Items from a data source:
⟨
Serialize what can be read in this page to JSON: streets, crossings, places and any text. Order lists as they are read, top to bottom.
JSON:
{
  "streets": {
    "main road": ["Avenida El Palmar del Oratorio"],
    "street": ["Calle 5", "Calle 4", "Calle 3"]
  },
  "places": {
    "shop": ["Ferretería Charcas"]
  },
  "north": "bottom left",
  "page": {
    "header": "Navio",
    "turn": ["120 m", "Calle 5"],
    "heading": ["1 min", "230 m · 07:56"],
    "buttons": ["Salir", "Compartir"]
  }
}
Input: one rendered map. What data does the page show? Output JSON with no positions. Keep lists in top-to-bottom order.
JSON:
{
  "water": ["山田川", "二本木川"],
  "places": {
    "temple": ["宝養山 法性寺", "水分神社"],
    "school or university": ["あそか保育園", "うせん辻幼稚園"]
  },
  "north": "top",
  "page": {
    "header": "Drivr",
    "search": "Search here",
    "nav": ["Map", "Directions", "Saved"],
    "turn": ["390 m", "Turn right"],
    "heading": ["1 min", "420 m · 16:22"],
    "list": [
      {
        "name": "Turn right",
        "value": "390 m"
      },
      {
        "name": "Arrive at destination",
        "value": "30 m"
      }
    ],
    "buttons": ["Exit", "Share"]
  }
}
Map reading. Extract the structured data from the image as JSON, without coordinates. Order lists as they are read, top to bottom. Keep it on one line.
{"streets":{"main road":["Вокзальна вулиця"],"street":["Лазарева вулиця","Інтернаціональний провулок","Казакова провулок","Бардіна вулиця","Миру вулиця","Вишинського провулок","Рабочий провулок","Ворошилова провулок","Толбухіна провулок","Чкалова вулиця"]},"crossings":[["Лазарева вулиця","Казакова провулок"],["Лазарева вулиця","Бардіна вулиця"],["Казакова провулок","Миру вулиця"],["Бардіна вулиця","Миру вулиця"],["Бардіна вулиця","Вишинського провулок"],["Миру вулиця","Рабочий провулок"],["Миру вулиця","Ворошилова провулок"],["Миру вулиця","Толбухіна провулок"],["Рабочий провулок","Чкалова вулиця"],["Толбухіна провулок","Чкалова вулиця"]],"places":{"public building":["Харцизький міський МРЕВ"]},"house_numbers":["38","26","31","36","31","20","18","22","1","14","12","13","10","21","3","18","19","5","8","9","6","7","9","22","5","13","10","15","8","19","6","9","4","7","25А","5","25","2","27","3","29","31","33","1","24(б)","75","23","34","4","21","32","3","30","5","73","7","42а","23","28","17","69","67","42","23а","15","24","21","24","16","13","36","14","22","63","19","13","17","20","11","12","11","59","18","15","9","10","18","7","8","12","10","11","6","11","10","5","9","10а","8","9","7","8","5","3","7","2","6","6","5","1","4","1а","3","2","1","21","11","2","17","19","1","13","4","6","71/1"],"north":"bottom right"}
⟩
◆ What the task requires
Reproduce all the records precisely.

◆ Solution to the exercise
Serialize what can be read in this page to JSON: streets, crossings, places and any text. Order lists as they are read, top to bottom.
JSON:
{
  "streets": {
    "main road": ["Avenida El Palmar del Oratorio"],
    "street": ["Calle 5", "Calle 4", "Calle 3"]
  },
  "places": {
    "shop": ["Ferretería Charcas"]
  },
  "north": "bottom left",
  "page": {
    "header": "Navio",
    "turn": ["120 m", "Calle 5"],
    "heading": ["1 min", "230 m · 07:56"],
    "buttons": ["Salir", "Compartir"]
  }
}
Input: one rendered map. What data does the page show? Output JSON with no positions. Keep lists in top-to-bottom order.
JSON:
{
  "water": ["山田川", "二本木川"],
  "places": {
    "temple": ["宝養山 法性寺", "水分神社"],
    "school or university": ["あそか保育園", "うせん辻幼稚園"]
  },
  "north": "top",
  "page": {
    "header": "Drivr",
    "search": "Search here",
    "nav": ["Map", "Directions", "Saved"],
    "turn": ["390 m", "Turn right"],
    "heading": ["1 min", "420 m · 16:22"],
    "list": [
      {
        "name": "Turn right",
        "value": "390 m"
      },
      {
        "name": "Arrive at destination",
        "value": "30 m"
      }
    ],
    "buttons": ["Exit", "Share"]
  }
}
Map reading. Extract the structured data from the image as JSON, without coordinates. Order lists as they are read, top to bottom. Keep it on one line.
{"streets":{"main road":["Вокзальна вулиця"],"street":["Лазарева вулиця","Інтернаціональний провулок","Казакова провулок","Бардіна вулиця","Миру вулиця","Вишинського провулок","Рабочий провулок","Ворошилова провулок","Толбухіна провулок","Чкалова вулиця"]},"crossings":[["Лазарева вулиця","Казакова провулок"],["Лазарева вулиця","Бардіна вулиця"],["Казакова провулок","Миру вулиця"],["Бардіна вулиця","Миру вулиця"],["Бардіна вулиця","Вишинського провулок"],["Миру вулиця","Рабочий провулок"],["Миру вулиця","Ворошилова провулок"],["Миру вулиця","Толбухіна провулок"],["Рабочий провулок","Чкалова вулиця"],["Толбухіна провулок","Чкалова вулиця"]],"places":{"public building":["Харцизький міський МРЕВ"]},"house_numbers":["38","26","31","36","31","20","18","22","1","14","12","13","10","21","3","18","19","5","8","9","6","7","9","22","5","13","10","15","8","19","6","9","4","7","25А","5","25","2","27","3","29","31","33","1","24(б)","75","23","34","4","21","32","3","30","5","73","7","42а","23","28","17","69","67","42","23а","15","24","21","24","16","13","36","14","22","63","19","13","17","20","11","12","11","59","18","15","9","10","18","7","8","12","10","11","6","11","10","5","9","10а","8","9","7","8","5","3","7","2","6","6","5","1","4","1а","3","2","1","21","11","2","17","19","1","13","4","6","71/1"],"north":"bottom right"}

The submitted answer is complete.